Introduction to the new Local Government Reforms
|Most of us have little personal contact with the
local Authority. We use the facilities provided and avoid
going down to the council offices as much as
possible. Perhaps we contact our county councillor with
particular queries, but we often take services such as
domestic water supply, sewage and waste disposal for
granted. We rely on the council to plan and carry out
road construction, maintenance and public housing
projects. We enjoy the facilities in the libraries, the
public parks and playing fields without thinking about
their upkeep, not to mention the myriad of other services
provided through the local authority.
Indeed, the services being provided by the County Council have changed dramatically over the last number of years. A lot of effort has been put into making the organisation more efficient, effective and 'user-friendly'. Considerable resources and time have been invested into such areas as the Arts, Enterprise and Community Development.
Many people rely heavily on the work of the Council. Over 1500 families rent houses directly from Kildare County Council and 2000 more live in council estates. Many of the Traveller Community are dependent on the county council to set up serviced halting sites, and those without homes wait anxiously on housing lists or in temporary hostels. Some communities have know the consequences of an unreliable water supply, others see the limits placed on expansion due to stretched sewage treatment facilities.
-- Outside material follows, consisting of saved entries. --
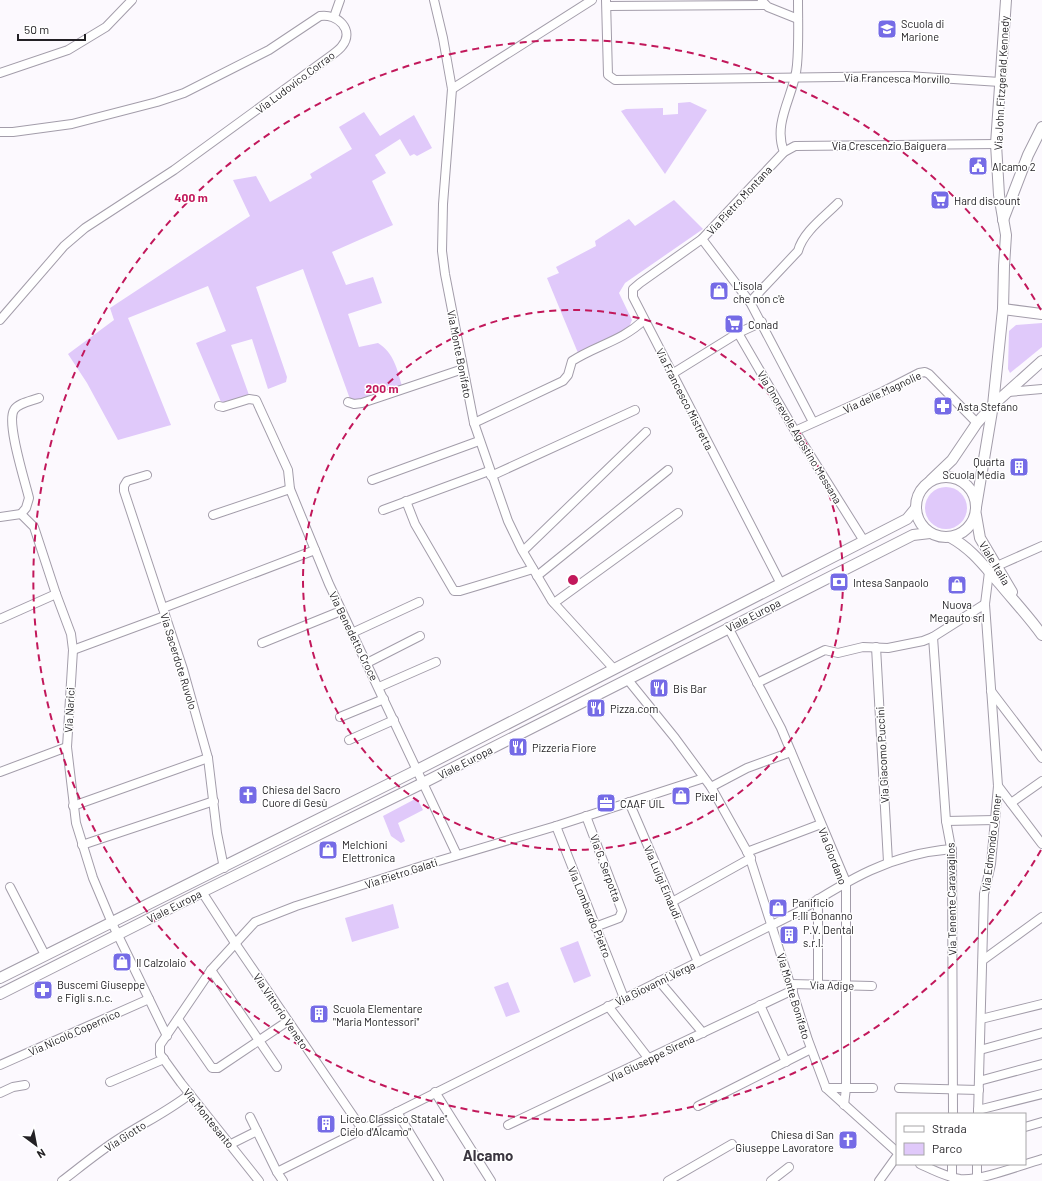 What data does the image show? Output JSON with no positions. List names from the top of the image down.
{
  "streets": {
    "street": [
      "Via Francesca Morvillo",
      "Via Ludovico Corrao",
      "Via John Fitzgerald Kennedy",
      "Via Crescenzio Baiguera",
      "Via Pietro Montana",
      "Via Monte Bonifato",
      "Via delle Magnolie",
      "Via Francesco Mistretta",
      "Via Onorevole Agostino Messana",
      "Viale Italia",
      "Viale Europa",
      "Via Benedetto Croce",
      "Via Sacerdote Ruvolo",
      "Via Narici",
      "Via Giacomo Puccini",
      "Via Edmondo Jenner",
      "Via Giordano",
      "Via G. Serpotta",
      "Via Pietro Galati",
      "Via Luigi Einaudi",
      "Via Tenente Caravaglios",
      "Via Lombardo Pietro",
      "Via Giovanni Verga",
      "Via Adige",
      "Via Vittorio Veneto",
      "Via Nicolò Copernico",
      "Via Giuseppe Sirena",
      "Via Montesanto",
      "Via Giotto"
    ]
  },
  "crossings": [
    ["Via Francesca Morvillo", "Via John Fitzgerald Kennedy"],
    ["Via John Fitzgerald Kennedy", "Via Crescenzio Baiguera"],
    ["Via John Fitzgerald Kennedy", "Viale Italia"],
    ["Via John Fitzgerald Kennedy", "Viale Europa"],
    ["Via Crescenzio Baiguera", "Via Pietro Montana"],
    ["Via Pietro Montana", "Via delle Magnolie"],
    ["Via Pietro Montana", "Via Francesco Mistretta"],
    ["Via Monte Bonifato", "Viale Europa"],
    ["Via Monte Bonifato", "Via Giordano"],
    ["Via Monte Bonifato", "Via Pietro Galati"],
    ["Via Monte Bonifato", "Via Giovanni Verga"],
    ["Via Monte Bonifato", "Via Adige"],
    ["Via Monte Bonifato", "Via Giuseppe Sirena"],
    ["Via delle Magnolie", "Via Onorevole Agostino Messana"],
    ["Via Francesco Mistretta", "Viale Europa"],
    ["Via Onorevole Agostino Messana", "Viale Europa"],
    ["Viale Italia", "Viale Europa"],
    ["Viale Italia", "Via Edmondo Jenner"],
    ["Viale Europa", "Via Benedetto Croce"],
    ["Viale Europa", "Via Sacerdote Ruvolo"],
    ["Viale Europa", "Via Narici"],
    ["Viale Europa", "Via Giordano"],
    ["Viale Europa", "Via Vittorio Veneto"],
    ["Via Benedetto Croce", "Via Pietro Galati"],
    ["Via Narici", "Via Pietro Galati"],
    ["Via Narici", "Via Nicolò Copernico"],
    ["Via Giacomo Puccini", "Via Giovanni Verga"],
    ["Via Giordano", "Via Giovanni Verga"],
    ["Via Giordano", "Via Adige"],
    ["Via G. Serpotta", "Via Pietro Galati"],
    ["Via G. Serpotta", "Via Lombardo Pietro"],
    ["Via Pietro Galati", "Via Luigi Einaudi"],
    ["Via Pietro Galati", "Via Lombardo Pietro"],
    ["Via Pietro Galati", "Via Vittorio Veneto"],
    ["Via Pietro Galati", "Via Montesanto"],
    ["Via Luigi Einaudi", "Via Giovanni Verga"],
    ["Via Tenente Caravaglios", "Via Giovanni Verga"],
    ["Via Lombardo Pietro", "Via Giovanni Verga"],
    ["Via Giovanni Verga", "Via Vittorio Veneto"],
    ["Via Adige", "Via Giuseppe Sirena"],
    ["Via Montesanto", "Via Giotto"]
  ],
  "districts": ["Alcamo"],
  "places": {
    "school or university": ["Scuola di Marione"],
    "public building": ["Alcamo 2"],
    "supermarket": ["Hard discount", "Conad"],
    "shop": [
      "L'isola che non c'è",
      "Nuova Megauto srl",
      "Pixel",
      "Melchioni Elettronica",
      "Panificio F.lli Bonanno",
      "Il Calzolaio"
    ],
    "pharmacy": ["Asta Stefano", "Buscemi Giuseppe e Figli s.n.c."],
    "building": [
      "Quarta Scuola Media",
      "P.V. Dental s.r.l.",
      "Scuola Elementare \"Maria Montessori\"",
      "Liceo Classico Statale\" Cielo d'Alcamo\""
    ],
    "bank": ["Intesa Sanpaolo"],
    "restaurant": ["Bis Bar", "Pizza.com", "Pizzeria Fiore"],
    "church": ["Chiesa del Sacro Cuore di Gesù", "Chiesa di San Giuseppe Lavoratore"],
    "office": ["CAAF UIL"]
  },
  "legend": ["Strada", "Parco"],
  "scale_bar": "50 m",
  "north": "bottom right",
  "rings": ["400 m", "200 m"]
}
These particular situations highlight the central role that the local authorities play in the current and future lives of our communities. This role is,however, set to change and expand over the coming months and years with the further implementation of the 1996 white paper on local Government Reform " A Programme For Change "
These pages aim to highlight the potential of the wide ranging new reforms and to encourage people to find out more and to participate.